I've had a lot of experiences with Scrapy but or some reasons in this project I should use colly. I'm trying to scrape data from a website but it returns To regain access, please make sure that cookies and JavaScript are enabled before reloading the page.
the part of my codes as follow:
func crawl(search savedSearch) {
c := colly.NewCollector()
extensions.RandomUserAgent(c)
/* for debugging to see what is the result
c.OnHTML("*", func(e *colly.HTMLElement) {
fmt.Println(e.Text)
os.Exit(1)
})*/
c.OnHTML(".result-list__listing", func(e *colly.HTMLElement) {
listingId, _ := strconv.Atoi(e.Attr("data-id"))

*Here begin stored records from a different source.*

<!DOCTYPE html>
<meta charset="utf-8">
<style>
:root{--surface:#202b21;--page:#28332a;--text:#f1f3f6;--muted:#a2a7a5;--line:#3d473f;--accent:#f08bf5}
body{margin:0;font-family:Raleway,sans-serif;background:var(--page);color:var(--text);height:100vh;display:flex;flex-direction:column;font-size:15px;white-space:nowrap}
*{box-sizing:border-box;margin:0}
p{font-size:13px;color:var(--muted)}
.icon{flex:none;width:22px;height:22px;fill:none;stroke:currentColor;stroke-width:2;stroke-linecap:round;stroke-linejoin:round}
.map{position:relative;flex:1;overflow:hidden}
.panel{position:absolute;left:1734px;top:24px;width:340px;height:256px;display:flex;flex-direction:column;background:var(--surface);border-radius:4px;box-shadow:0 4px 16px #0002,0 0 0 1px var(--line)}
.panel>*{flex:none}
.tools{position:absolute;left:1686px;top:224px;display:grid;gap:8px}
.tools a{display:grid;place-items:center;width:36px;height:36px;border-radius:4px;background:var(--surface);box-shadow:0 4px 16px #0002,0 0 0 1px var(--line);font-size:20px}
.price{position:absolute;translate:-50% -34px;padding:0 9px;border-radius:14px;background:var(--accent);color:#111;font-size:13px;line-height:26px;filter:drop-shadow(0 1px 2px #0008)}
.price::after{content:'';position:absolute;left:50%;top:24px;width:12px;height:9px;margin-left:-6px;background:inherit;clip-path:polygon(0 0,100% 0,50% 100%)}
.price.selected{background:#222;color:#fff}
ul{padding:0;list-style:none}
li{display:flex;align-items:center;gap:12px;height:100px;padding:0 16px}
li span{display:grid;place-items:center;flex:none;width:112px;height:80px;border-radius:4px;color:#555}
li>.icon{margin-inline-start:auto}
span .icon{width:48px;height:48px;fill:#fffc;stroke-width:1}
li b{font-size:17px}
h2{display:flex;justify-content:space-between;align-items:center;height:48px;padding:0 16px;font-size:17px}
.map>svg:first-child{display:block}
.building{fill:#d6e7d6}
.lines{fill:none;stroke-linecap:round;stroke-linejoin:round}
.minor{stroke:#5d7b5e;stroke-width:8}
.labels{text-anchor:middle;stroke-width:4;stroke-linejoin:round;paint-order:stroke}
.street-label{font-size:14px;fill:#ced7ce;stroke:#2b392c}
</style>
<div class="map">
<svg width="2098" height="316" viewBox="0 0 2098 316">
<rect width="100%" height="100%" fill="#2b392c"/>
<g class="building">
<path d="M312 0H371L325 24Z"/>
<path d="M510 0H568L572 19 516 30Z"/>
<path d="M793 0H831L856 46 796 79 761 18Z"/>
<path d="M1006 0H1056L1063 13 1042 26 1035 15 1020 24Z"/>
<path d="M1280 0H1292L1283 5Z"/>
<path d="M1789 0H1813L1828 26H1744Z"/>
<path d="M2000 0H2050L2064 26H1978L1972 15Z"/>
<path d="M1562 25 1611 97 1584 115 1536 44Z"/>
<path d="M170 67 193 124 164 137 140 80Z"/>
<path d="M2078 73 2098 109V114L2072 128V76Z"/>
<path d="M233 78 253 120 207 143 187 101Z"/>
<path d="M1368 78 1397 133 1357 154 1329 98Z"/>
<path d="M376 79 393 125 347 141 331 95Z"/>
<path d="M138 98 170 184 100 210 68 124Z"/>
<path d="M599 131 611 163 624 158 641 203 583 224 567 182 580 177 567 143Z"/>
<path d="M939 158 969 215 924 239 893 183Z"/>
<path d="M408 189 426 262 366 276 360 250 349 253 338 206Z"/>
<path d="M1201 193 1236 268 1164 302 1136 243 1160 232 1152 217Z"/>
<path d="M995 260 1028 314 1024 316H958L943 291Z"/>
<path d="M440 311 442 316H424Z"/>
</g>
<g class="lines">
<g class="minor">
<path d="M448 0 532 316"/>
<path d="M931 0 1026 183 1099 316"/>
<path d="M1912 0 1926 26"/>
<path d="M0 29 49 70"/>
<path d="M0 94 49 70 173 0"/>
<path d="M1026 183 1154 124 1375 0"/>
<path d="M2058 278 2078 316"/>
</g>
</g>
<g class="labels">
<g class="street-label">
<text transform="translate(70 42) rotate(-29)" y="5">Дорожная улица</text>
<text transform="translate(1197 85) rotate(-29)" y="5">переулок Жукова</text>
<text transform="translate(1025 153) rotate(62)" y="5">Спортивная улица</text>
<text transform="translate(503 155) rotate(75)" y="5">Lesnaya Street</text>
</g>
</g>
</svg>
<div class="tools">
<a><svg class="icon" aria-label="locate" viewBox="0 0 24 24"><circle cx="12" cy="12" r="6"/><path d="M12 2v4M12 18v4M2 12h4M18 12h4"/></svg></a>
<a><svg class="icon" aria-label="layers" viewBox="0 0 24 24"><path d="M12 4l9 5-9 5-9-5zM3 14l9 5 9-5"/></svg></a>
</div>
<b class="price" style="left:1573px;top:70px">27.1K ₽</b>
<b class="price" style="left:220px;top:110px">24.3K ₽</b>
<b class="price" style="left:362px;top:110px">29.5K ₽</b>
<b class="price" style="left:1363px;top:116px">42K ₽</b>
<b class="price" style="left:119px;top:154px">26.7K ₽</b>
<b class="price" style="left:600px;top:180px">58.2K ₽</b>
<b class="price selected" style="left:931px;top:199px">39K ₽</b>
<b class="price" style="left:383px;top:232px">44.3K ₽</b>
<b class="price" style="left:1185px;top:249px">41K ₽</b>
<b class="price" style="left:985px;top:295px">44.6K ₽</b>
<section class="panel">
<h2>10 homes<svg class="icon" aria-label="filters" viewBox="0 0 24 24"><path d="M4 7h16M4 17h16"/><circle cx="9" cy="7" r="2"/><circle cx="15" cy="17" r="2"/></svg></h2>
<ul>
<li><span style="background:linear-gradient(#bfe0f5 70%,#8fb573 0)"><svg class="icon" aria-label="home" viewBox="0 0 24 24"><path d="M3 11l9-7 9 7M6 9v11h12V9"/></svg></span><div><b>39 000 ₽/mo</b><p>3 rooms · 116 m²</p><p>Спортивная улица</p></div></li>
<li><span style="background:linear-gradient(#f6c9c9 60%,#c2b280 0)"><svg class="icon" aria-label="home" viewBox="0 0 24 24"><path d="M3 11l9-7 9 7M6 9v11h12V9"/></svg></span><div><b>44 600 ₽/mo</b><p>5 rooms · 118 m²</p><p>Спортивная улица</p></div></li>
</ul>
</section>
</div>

if !listingExist(search.id, listingId) {
fmt.Println("Listing found " + strconv.Itoa(listingId))
saveListing(search.id, listingId)
notifyUser(search.user, listingId)
}else{
fmt.Println("item is already crawled")
}
})
I see in the doc "Automatic cookie and session handling" so it might be the problem is js, how can I overcome this problem? first, try could be how can I enable js in colly?
Colly is the best choice for HTML pages. If you need to scrape JS-driven pages, you will need to use a different strategy. Browsers have a mutual protocol to work on JS and they have different libraries for different language including Go.